The story behind Southern Cross that is slowly being exposed gets worse by the hour. We now know from research by the GMB, which represents nearly 11,000 staff employed by Southern Cross, that up to half of the properties at the 753 care homes were acquired by a company called NHP, of which the ultimate parent company is Delta Commercial Property. This is a company owned by the Qatar Investment Authority (QIA) and is registered in the Isle of Man. The financial returns for this company are consolidated within Libra No.2 Ltd, incorporated and registered in the Cayman Islands. Other corporate shareholders over the last decade have as their ultimate holding company RBS, Bank of New York, Barclays, JP Morgan Chase, Citigroup, Goldman Sachs, HSBC, Lloyds, Bank of America, Morgan Stanley, and Royal Bank of Canada – a rollcall of many of the world’s biggest banks.

When Blackstone floated Southern Cross in 2006 and sold its remaining share in early 2007, it made a profit of at least £600m, though The Times claims it made a total £2bn out of the deal. The float also enabled senior executives in Southern Cross personally to hit the jackpot and become instant millionaires. The chief executive pocketed nearly £13m, the group operations director £12m, and the group finance director £9m.

After private equity and the top management had cleaned up on the assets of the company when the share price hit its peak of £6.06 in November 2007, the share value shortly after fell off a cliff in the next 6 months down to 78p, from which it has never recovered (it is now just 6.3p). This collapse has been made worse by the sky-high rents charged by 80 landlords who own the freeholds – GMB estimates they are at least £100m more per year than market-clearing levels. Moreover there is continuing tax avoidance on the income from those rents as the funds are channelled to off-shore tax havens. Thus the public funds intended to pay for the care of 31,000 frail and elderly residents in Southern Cross care homes are in fact being used to pay the interest on the £1.1bn bonds raised by the Qatar Investment Authority when they bought the care home buildings from the private equity company in 2006.

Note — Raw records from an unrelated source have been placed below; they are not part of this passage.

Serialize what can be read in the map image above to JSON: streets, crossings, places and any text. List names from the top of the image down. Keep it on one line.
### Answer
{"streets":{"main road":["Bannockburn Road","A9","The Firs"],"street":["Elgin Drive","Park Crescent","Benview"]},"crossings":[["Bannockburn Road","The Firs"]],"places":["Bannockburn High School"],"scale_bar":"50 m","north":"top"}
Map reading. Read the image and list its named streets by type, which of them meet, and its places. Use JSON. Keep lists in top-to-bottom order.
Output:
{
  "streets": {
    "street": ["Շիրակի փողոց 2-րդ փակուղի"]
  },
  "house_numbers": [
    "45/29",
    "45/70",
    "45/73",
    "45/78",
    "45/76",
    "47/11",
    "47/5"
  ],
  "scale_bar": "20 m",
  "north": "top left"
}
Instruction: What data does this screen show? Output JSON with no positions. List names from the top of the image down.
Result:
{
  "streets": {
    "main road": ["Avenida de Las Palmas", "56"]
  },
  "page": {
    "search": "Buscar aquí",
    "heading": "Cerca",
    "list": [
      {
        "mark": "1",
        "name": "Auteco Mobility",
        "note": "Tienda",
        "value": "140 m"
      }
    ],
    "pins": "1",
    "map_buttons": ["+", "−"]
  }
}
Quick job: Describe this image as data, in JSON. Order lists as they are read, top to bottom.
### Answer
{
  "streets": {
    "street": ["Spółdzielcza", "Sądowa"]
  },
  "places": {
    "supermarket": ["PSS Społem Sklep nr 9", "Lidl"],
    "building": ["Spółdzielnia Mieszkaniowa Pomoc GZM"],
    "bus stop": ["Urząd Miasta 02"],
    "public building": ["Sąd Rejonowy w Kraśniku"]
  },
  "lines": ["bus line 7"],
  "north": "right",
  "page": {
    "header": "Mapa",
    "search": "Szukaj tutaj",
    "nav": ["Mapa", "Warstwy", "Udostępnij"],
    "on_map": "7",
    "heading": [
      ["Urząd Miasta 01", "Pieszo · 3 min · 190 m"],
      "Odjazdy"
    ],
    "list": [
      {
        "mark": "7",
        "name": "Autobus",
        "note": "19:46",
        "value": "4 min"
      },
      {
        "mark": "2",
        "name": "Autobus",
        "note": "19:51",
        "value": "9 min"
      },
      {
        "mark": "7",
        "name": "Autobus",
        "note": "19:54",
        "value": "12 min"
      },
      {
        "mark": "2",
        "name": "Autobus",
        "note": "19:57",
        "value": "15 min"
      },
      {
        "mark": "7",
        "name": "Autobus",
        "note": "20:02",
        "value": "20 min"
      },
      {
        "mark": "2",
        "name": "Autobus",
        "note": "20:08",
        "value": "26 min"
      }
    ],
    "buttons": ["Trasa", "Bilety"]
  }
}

Now the financial engineers have cleaned up and the greedy and gullible investors who followed them have been panned, the residents, many in their 90s, are left insecure and helpless as market forces play out. There could not be a more telling demonstration of why the market, and in particular private equity, is totally unfitted to social care as well as health and other vital services. And what has the government done about this since the warnings of impending collapse first appeared 3 months ago? Nothing. If government can afford over £700bn bailing out the banks, it can certainly afford a miniscule proportion of that sum funding local authorities to take over and run any failed Southern Cross homes. That is the issue at the heart of this matter: are the workings of the market paramount or the safety and seuvival of 31,000 helpless old people?